Now – in the West at least – smoking is no longer cool. I grew up on the cusp of that mini-revolution, when images of louche Hollywood stars and legends of cool like Charlie Parker and James Dean, wielding cigarettes the way Clint Eastwood handled his guns, were still just visible on the horizon. I knew that era had died when I went to San Francisco’s fabled House of Blues some years ago and had to pop out every time I wanted a cigarette. The blues without a cigarette is like Egypt without the Pyramids. Christmas pudding without cream. Burton without Taylor. Basically, inconceivable.  And yet, somehow, it happened.

I write all this because I have now joined that mini-revolution – I am no longer a smoker. This – the longest relationship of my life – an act that seemed to define me for years – died two months ago, not with a bang but with a whimper. I’m not entirely sure why – perhaps it was a combination of my dentist’s increasingly dire warnings and an exercise week I participated in, where I realized that my – already horribly limited – ability to run was being crippled by my habit. So it may well have been for the most boring reason of all (for this wannabe rebel anyway): health.

For a while after that marathon exercise week, I continued to reach for a cigarette during my old trigger moments – when I was having a cup of coffee, or my favourite song came on the radio, or when I was particularly stressed by something. But I was doing a Clinton – I’d come full circle and could no longer inhale. And without inhaling, a cigarette is not a particularly pleasant experience.

But this is the thing: I don’t miss it at all. Honest. There isn’t a single day that I’ve woken up craving a cigarette (and I’m a little ashamed to say I often started my day with one). I’ve passed all the tests with flying colours: parties, drinking with friends, a particularly intense movie/music/work/love moment, etc, etc. The relationship had clearly run its course. I am officially no longer a smoker.

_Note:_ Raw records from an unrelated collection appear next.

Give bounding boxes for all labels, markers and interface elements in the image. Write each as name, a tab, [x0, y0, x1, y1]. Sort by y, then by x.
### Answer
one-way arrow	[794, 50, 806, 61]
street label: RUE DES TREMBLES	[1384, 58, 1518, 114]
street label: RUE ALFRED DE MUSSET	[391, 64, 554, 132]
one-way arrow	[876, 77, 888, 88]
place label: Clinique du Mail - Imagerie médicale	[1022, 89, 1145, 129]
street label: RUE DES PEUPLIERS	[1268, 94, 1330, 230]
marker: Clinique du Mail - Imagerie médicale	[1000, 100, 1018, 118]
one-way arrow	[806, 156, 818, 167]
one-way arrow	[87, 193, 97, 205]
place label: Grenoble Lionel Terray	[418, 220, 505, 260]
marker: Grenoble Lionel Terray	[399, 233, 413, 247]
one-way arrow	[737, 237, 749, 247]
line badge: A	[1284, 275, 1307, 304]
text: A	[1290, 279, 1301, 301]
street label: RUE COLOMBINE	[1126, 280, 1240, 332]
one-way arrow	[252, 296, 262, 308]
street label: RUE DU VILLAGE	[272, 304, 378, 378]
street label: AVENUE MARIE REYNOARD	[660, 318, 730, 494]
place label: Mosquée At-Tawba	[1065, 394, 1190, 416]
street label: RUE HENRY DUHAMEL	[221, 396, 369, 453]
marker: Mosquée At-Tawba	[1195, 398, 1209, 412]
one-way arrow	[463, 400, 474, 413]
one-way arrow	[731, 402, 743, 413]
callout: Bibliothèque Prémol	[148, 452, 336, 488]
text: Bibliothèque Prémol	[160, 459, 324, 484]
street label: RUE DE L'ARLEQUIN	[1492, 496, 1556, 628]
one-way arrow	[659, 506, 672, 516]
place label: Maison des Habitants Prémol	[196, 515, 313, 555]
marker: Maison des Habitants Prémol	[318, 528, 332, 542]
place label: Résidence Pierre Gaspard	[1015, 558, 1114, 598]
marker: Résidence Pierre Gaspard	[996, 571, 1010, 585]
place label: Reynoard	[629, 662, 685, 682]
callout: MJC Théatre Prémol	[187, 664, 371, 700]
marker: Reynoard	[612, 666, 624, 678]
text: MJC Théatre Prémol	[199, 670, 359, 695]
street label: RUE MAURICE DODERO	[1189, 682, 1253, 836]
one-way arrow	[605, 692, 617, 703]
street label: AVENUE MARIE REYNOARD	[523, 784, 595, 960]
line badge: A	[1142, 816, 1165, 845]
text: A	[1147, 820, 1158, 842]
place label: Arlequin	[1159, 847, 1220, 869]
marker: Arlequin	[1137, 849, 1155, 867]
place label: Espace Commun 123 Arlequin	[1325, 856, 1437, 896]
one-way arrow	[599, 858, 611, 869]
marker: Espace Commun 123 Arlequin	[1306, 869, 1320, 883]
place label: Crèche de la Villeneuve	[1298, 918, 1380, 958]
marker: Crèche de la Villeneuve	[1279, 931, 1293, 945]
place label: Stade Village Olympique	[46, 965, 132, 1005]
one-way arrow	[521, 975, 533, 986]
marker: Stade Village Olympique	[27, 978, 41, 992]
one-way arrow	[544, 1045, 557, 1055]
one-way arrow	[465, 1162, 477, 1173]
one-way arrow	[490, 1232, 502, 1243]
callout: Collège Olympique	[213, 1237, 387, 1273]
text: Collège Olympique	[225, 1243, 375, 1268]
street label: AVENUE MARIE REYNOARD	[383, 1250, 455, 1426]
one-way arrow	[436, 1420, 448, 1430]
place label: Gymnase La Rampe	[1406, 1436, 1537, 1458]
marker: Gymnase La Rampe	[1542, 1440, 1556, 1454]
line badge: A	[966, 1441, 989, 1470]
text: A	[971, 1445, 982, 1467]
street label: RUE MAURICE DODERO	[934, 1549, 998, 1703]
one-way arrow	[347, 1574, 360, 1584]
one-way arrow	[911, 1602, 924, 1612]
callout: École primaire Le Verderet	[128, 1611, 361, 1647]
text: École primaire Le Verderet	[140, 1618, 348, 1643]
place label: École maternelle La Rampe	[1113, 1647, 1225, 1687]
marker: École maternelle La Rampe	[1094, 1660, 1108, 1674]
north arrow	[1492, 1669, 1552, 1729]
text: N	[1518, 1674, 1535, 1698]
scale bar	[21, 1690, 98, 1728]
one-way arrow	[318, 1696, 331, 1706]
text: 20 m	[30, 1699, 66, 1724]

And yet. The door is open. There is a pack of my cigarettes on my bookcase should I ever change my mind. I have no hard feelings – my habit now is like an ex I remember fondly, there through all the highs and lows of my life,  always non-judgmental, reliable, dependable – despite a world that increasingly fought to keep us apart. I hope I never turn into one of those ex-smokers who become more self-righteous and sanctimonious than the most earnest of non-smokers.

For many years, I was part of the fraternity, and I don’t regret a single day of it.